A simple and delicious recipe for Keto Pulled Pork cooked in a slow cooker, perfect for low-carb meals.


Ingredients

  • 45 lb boneless pork shoulder (pork butt)
  • 2 tablespoons olive oil
  • 1 tablespoon smoked paprika
  • 1 tablespoon garlic powder
  • 1 teaspoon onion powder
  • 1 teaspoon salt
  • 1/2 teaspoon black pepper
  • 1 cup low-carb BBQ sauce (sugar-free)
  • 1/2 cup apple cider vinegar
  • 1/2 cup chicken broth


Instructions

  1. Pat the pork shoulder dry with paper towels.
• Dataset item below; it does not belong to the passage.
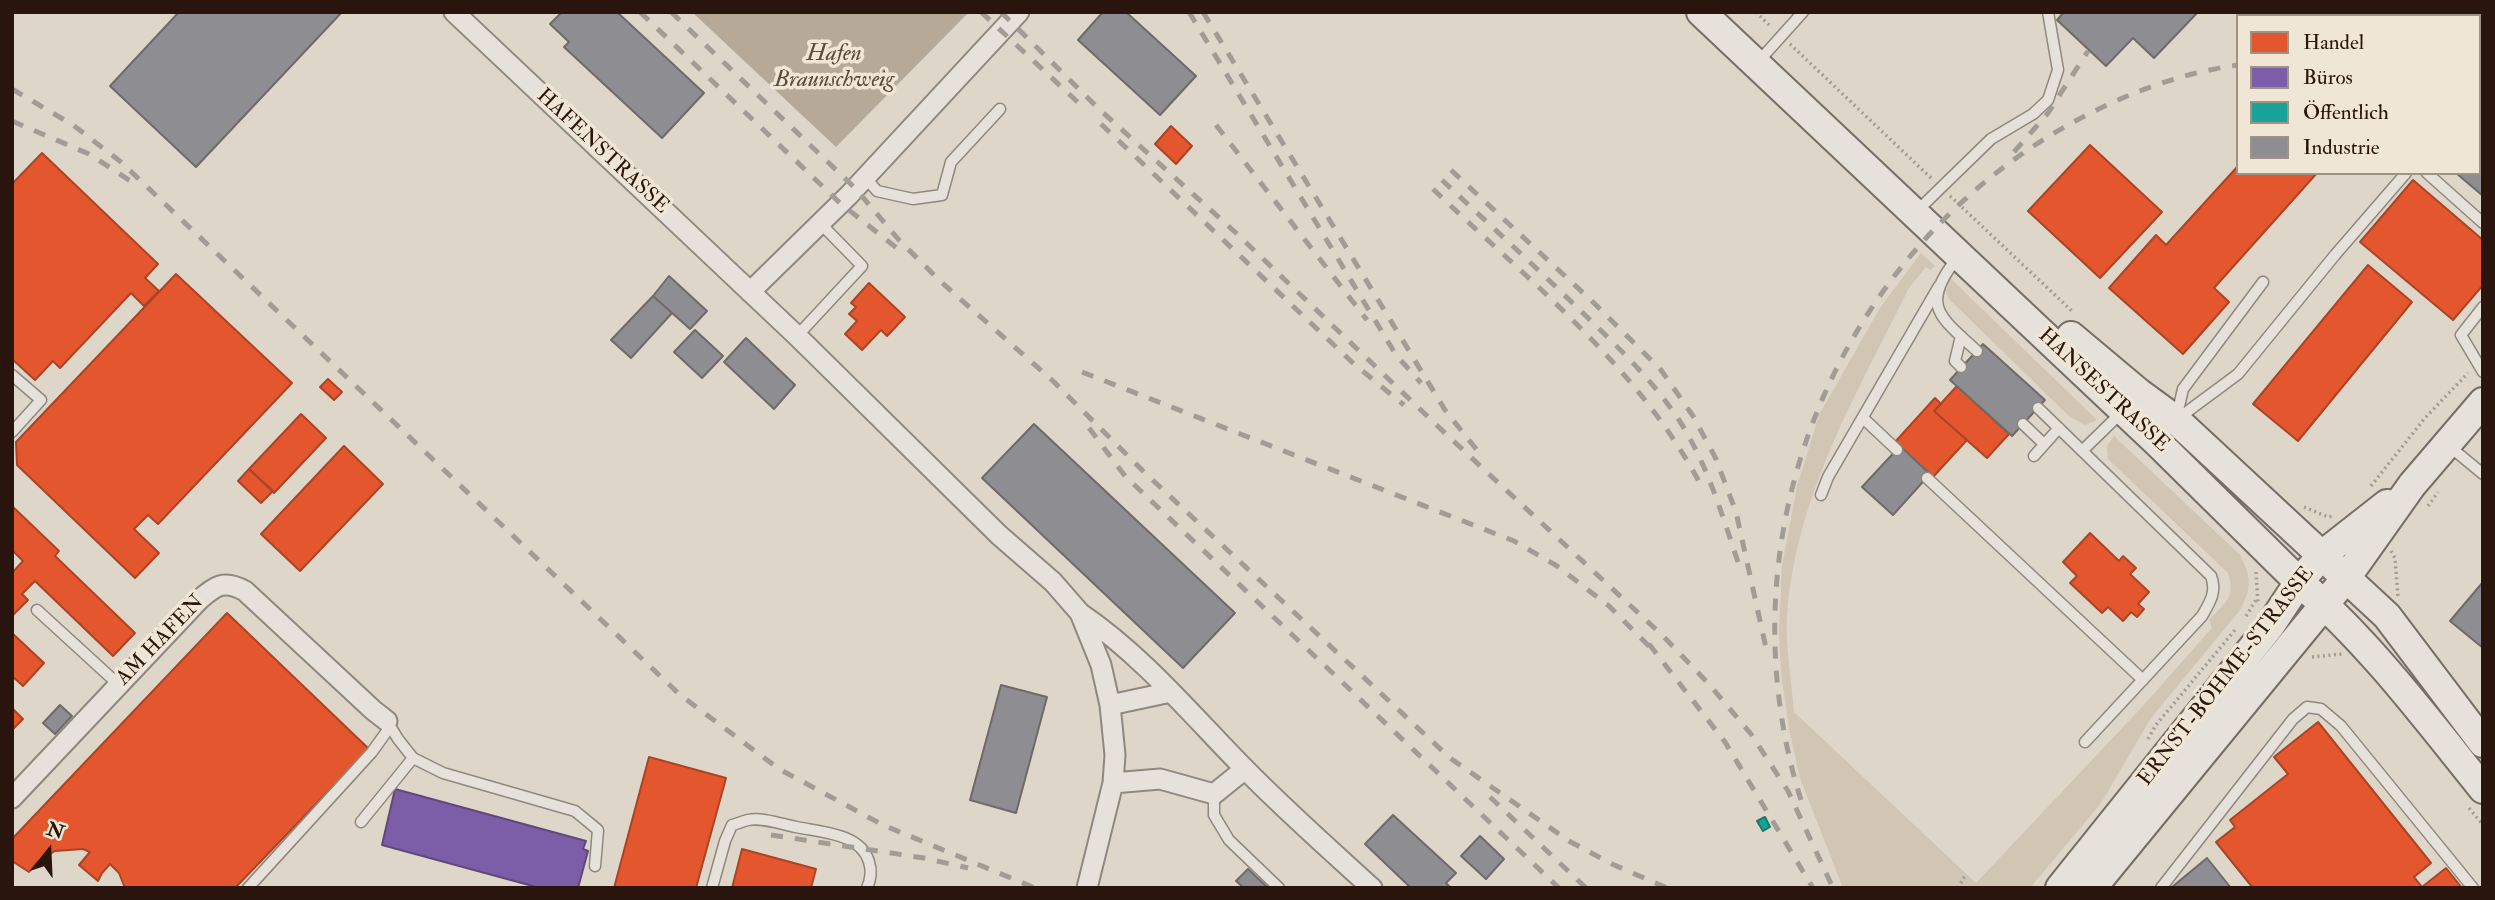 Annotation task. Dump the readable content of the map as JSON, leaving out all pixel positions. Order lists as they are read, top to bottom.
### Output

Rub olive oil all over the pork.
  2. In a small bowl, combine smoked paprika, garlic powder, onion powder, salt, and black pepper. Rub the spice mixture generously over all sides of the pork shoulder.
  3. Place the pork shoulder in a slow cooker.
  4. In a separate bowl, whisk together the low-carb BBQ sauce, apple cider vinegar, and chicken broth. Pour this mixture over the pork.
  5. Cover and cook on low for 6-8 hours, or on high for 3-4 hours, until the pork is fall-apart tender.
  6. Carefully remove the pork from the slow cooker and place it on a large cutting board or in a shallow dish.
  7. Using two forks, shred the pork, discarding any excess fat.
  8. Skim any excess fat from the cooking liquid in the slow cooker. Return the shredded pork to the slow cooker and stir to coat with the sauce.
  9. Serve hot as desired (e.g., in lettuce wraps, over cauliflower rice, or in keto buns).

Notes

  • Ensure your BBQ sauce is sugar-free and low in carbohydrates to maintain the keto aspect of the recipe.
  • Adjust cooking time based on your slow cooker and the size of the pork shoulder.
  • Leftovers can be stored in an airtight container in the refrigerator for up to 3-4 days.